For each line below that contains the word "family", return that line.

::::::::

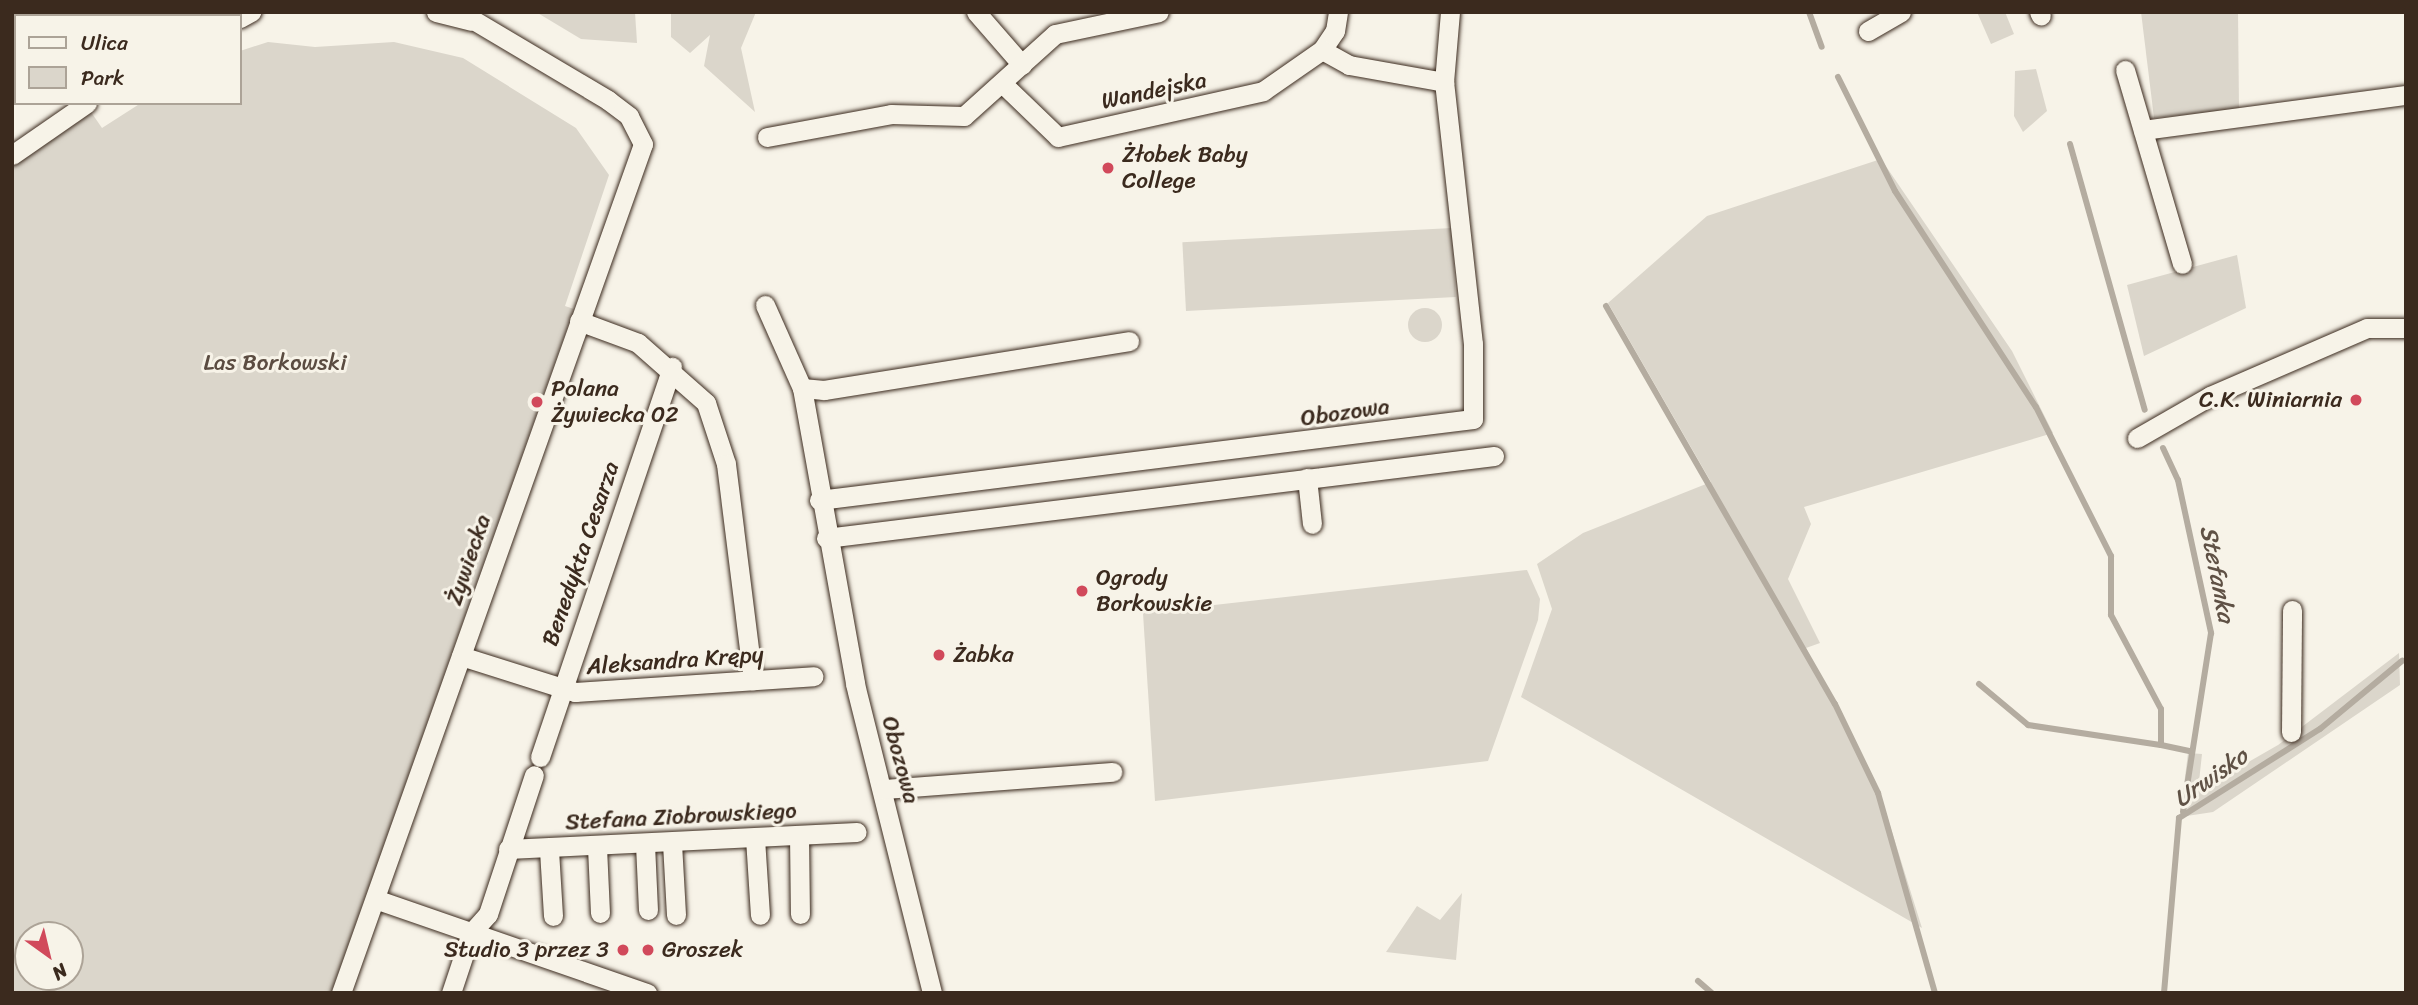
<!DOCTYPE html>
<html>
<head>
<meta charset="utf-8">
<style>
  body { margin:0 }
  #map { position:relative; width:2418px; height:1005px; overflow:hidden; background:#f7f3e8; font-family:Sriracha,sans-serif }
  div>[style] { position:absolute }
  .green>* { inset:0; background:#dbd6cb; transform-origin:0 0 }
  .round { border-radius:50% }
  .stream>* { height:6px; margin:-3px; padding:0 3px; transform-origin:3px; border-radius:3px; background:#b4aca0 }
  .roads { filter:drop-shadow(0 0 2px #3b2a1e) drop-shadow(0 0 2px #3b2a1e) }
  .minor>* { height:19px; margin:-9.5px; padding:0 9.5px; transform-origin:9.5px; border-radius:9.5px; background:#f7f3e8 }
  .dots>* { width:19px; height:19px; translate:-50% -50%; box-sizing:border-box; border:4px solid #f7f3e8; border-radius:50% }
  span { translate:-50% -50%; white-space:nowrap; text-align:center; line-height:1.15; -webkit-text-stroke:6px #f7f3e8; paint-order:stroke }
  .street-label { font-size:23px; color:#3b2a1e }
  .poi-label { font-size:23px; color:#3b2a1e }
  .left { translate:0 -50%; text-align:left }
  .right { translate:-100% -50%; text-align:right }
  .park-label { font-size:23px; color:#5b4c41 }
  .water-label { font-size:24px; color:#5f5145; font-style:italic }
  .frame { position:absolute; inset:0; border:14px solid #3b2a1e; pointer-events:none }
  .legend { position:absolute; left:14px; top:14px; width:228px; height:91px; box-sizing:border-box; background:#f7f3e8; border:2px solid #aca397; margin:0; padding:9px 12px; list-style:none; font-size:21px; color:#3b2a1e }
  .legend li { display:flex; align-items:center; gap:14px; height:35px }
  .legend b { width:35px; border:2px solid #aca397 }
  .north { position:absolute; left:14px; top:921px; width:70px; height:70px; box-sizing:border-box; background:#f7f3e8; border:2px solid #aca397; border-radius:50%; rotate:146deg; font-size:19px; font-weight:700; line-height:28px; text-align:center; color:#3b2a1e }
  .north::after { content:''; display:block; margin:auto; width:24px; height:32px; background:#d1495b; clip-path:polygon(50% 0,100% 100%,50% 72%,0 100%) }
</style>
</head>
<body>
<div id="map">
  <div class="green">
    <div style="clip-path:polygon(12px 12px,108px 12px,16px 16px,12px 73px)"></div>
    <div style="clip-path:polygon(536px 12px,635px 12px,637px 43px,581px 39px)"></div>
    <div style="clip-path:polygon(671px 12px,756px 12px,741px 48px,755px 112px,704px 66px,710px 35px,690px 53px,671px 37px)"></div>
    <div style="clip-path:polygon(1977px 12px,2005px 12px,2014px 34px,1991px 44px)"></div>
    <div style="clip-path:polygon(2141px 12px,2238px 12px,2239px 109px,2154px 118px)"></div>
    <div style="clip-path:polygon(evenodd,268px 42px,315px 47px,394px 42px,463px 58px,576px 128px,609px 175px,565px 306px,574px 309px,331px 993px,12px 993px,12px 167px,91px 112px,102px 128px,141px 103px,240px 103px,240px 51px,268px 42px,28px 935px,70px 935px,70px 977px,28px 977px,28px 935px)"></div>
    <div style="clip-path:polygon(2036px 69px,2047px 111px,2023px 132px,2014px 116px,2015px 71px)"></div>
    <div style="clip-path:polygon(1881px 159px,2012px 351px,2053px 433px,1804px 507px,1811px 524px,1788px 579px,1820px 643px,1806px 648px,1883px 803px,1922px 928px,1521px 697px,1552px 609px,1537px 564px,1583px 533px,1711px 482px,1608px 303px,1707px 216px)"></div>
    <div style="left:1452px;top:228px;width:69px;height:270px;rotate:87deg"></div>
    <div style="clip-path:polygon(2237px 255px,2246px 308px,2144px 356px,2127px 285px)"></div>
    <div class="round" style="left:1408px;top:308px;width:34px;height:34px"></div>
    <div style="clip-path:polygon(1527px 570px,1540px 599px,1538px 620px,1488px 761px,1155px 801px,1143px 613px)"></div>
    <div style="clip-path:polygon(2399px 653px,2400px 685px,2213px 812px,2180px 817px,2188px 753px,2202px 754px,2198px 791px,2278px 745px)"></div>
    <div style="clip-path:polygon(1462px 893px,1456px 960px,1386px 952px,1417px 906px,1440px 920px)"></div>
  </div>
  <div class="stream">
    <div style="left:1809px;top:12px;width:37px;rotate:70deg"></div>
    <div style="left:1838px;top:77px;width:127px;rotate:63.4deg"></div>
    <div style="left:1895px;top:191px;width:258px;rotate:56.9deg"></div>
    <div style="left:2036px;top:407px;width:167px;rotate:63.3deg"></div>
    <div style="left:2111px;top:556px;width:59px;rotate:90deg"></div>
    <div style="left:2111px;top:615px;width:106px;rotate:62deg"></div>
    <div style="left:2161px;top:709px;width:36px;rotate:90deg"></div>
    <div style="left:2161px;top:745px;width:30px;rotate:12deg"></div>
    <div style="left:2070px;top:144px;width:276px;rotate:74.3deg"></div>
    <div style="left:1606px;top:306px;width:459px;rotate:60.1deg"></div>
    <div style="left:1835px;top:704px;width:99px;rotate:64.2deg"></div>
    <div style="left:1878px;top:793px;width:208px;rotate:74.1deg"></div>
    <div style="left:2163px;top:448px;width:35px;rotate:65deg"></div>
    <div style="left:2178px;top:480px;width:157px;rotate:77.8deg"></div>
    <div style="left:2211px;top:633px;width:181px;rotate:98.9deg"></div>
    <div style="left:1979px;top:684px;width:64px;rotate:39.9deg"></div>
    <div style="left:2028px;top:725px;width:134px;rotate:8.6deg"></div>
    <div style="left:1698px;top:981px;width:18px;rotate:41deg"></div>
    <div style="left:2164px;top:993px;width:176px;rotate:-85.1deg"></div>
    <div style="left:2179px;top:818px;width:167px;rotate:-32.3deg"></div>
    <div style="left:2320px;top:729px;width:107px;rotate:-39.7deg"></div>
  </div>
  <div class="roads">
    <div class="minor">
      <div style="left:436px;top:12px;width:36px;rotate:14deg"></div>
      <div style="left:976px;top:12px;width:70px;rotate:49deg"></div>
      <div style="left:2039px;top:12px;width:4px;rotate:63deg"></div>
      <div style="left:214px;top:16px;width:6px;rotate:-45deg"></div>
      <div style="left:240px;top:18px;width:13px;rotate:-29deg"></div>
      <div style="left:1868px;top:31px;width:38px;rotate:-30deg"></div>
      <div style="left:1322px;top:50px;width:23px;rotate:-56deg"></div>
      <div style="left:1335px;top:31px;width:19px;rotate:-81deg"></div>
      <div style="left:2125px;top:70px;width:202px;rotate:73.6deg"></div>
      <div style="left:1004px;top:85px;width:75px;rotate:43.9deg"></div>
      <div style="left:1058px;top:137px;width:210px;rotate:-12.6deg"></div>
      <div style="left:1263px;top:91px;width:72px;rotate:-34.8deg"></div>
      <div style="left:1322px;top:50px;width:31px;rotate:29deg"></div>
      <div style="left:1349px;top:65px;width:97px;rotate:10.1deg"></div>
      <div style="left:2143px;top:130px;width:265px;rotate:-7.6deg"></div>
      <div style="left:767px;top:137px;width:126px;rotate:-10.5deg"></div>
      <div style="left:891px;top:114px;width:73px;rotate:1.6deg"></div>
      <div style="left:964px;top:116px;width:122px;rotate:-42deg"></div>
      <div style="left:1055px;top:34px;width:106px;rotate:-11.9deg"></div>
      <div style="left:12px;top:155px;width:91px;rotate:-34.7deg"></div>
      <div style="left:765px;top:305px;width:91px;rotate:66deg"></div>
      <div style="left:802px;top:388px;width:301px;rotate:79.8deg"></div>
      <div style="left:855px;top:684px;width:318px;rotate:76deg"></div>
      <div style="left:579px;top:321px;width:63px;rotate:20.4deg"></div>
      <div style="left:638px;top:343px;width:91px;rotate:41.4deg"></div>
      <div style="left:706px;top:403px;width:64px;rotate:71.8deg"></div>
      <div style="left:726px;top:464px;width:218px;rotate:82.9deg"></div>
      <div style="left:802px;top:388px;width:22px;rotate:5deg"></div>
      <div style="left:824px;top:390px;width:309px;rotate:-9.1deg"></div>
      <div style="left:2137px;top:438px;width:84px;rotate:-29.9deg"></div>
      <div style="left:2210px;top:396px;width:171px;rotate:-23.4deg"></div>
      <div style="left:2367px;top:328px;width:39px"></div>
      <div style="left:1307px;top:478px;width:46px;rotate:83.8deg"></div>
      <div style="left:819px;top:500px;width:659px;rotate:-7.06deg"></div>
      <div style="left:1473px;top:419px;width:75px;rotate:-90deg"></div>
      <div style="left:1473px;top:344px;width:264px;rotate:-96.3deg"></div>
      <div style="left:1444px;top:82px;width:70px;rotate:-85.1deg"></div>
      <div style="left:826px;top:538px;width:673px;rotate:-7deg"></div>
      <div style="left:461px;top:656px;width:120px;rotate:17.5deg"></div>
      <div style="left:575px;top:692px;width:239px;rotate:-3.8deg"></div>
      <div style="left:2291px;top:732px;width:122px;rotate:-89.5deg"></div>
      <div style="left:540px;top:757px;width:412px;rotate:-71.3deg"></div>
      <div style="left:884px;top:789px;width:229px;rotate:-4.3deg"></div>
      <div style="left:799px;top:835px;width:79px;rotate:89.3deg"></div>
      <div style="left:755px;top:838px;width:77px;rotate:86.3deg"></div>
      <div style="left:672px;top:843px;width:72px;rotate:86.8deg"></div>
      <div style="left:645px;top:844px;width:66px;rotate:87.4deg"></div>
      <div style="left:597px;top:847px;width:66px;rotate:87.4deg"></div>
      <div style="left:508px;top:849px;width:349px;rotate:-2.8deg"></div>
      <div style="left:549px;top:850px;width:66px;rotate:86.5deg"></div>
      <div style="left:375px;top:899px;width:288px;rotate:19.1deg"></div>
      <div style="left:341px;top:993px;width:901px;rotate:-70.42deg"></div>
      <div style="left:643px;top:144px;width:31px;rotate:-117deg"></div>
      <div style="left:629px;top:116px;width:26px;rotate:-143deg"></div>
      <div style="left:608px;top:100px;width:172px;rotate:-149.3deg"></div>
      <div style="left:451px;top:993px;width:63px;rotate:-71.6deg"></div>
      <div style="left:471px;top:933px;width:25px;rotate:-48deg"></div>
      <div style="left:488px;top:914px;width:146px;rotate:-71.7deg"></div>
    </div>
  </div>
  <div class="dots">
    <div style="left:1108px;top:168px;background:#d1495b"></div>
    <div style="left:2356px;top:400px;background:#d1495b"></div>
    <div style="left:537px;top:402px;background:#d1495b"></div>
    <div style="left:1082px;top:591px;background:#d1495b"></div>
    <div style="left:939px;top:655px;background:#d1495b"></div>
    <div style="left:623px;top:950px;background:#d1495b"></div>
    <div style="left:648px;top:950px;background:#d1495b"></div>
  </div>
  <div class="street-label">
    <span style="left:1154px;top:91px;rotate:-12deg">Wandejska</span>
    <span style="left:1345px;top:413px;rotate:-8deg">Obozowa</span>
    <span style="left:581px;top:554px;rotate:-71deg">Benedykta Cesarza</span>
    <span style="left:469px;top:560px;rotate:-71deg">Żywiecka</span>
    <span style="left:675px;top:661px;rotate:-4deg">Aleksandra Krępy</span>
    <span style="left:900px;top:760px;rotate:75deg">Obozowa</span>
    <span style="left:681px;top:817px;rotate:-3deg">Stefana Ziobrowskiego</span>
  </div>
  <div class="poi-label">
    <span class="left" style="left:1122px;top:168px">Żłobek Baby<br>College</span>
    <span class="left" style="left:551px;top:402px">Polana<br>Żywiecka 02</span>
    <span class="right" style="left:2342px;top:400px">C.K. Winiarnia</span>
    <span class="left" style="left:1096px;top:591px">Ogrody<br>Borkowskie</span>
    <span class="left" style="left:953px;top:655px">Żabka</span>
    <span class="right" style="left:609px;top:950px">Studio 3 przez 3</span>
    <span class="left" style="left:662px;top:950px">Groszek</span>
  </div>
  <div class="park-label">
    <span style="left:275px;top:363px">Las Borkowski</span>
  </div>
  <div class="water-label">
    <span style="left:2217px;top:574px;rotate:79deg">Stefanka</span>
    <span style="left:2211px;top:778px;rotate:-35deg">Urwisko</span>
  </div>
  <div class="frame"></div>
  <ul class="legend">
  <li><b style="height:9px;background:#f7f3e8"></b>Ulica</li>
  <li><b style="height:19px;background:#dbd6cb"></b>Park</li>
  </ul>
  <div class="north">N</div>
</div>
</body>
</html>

::::::::

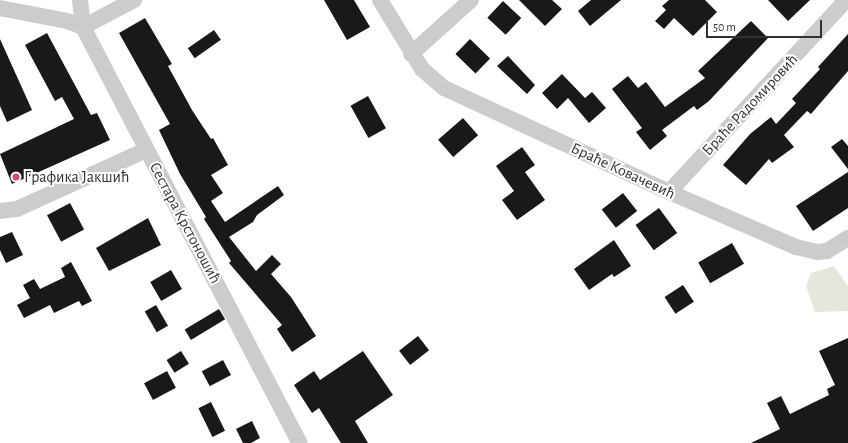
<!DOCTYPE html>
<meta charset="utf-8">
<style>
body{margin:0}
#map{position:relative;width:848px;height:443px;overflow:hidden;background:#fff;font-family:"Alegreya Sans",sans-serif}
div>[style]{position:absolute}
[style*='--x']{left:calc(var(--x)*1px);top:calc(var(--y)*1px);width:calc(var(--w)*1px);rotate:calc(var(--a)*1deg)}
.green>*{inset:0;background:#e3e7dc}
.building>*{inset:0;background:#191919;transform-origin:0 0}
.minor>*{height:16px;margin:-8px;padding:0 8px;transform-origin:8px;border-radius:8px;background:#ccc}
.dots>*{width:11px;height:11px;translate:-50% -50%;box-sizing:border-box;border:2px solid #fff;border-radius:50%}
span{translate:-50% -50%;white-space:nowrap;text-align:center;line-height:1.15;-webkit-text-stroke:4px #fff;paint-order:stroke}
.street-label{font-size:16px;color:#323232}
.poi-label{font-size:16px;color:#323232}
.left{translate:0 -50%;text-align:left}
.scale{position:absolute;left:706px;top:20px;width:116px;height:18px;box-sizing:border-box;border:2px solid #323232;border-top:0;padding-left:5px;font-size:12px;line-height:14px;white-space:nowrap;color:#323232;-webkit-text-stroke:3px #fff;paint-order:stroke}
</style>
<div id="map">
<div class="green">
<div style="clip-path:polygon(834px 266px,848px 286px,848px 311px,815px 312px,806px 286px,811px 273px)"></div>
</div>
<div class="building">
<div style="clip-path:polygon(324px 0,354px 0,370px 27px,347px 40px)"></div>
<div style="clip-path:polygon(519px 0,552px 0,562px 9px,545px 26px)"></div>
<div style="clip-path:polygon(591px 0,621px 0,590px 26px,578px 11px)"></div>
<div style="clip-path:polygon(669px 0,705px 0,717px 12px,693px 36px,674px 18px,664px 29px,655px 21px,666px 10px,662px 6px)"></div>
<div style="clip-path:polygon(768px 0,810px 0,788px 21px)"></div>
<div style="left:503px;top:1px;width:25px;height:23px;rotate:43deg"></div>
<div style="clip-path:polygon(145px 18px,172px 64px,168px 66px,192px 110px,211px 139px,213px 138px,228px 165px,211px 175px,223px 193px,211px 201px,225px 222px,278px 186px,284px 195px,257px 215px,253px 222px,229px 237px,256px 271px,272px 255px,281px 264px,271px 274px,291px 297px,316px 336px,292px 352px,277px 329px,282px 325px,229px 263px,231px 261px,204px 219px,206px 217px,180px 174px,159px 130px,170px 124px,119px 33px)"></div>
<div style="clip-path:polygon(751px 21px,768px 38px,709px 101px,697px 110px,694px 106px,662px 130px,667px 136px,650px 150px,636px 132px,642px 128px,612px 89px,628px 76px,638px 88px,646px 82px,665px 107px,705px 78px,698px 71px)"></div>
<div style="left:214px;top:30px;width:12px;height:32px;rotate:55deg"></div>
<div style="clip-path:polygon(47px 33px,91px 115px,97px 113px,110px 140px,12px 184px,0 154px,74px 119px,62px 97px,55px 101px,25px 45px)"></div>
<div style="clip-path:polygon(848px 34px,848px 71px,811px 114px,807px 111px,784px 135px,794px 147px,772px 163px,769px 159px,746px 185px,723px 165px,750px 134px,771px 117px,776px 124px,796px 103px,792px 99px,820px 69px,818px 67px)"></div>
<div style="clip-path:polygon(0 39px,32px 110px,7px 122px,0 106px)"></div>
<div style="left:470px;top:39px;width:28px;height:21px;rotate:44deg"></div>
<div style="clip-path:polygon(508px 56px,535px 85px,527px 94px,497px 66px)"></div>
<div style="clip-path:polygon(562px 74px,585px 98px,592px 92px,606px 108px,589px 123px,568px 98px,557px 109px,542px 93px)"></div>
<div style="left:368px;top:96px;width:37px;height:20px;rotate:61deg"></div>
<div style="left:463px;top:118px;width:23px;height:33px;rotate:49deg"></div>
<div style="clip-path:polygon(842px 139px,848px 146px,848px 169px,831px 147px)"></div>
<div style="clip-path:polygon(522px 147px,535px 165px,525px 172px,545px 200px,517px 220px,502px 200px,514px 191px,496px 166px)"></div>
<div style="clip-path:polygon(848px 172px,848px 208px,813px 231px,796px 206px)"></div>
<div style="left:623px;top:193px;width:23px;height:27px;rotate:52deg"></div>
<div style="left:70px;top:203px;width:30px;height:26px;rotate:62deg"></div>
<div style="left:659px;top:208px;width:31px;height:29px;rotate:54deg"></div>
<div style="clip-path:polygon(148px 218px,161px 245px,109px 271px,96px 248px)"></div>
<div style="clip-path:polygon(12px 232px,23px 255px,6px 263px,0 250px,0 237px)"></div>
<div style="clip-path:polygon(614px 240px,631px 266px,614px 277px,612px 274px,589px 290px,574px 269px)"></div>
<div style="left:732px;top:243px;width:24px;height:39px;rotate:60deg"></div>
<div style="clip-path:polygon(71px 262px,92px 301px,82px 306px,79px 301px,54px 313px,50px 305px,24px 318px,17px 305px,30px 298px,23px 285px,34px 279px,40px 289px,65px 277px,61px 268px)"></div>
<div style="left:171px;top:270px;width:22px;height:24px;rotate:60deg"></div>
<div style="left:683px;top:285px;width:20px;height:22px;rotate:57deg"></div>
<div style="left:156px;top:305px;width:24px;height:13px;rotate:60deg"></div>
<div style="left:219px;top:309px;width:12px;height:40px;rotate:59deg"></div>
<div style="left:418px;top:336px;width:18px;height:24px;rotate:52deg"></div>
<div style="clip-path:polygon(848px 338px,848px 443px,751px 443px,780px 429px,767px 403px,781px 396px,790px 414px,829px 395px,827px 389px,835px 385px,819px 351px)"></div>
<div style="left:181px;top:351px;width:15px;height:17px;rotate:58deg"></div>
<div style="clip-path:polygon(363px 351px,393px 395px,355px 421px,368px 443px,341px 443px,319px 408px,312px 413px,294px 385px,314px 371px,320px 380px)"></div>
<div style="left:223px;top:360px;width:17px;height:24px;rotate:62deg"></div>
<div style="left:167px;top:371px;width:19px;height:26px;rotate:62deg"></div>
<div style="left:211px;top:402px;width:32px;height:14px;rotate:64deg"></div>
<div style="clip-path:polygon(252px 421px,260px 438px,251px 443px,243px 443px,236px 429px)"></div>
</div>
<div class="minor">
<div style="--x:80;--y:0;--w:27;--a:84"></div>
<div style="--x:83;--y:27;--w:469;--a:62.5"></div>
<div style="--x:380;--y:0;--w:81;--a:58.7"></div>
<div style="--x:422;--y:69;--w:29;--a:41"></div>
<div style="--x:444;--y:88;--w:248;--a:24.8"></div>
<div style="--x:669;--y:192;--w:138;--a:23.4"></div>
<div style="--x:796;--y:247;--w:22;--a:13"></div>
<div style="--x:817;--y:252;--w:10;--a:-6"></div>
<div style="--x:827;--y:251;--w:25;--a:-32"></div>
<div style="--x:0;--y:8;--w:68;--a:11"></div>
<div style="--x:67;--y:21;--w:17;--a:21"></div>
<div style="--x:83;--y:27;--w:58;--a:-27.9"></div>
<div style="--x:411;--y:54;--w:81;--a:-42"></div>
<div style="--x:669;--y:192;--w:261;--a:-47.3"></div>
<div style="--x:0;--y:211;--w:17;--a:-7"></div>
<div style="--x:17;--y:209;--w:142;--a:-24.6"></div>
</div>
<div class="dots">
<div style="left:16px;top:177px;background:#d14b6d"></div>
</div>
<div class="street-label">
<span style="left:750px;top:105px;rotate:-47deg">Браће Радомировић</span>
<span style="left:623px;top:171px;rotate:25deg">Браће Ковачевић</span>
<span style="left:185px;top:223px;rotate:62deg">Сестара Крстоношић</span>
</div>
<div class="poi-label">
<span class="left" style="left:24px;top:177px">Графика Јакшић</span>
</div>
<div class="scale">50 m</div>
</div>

::::::::

(Answer space)
  #map { position:relative; width:2418px; height:1005px; overflow:hidden; background:#f7f3e8; font-family:Sriracha,sans-serif }
#map{position:relative;width:848px;height:443px;overflow:hidden;background:#fff;font-family:"Alegreya Sans",sans-serif}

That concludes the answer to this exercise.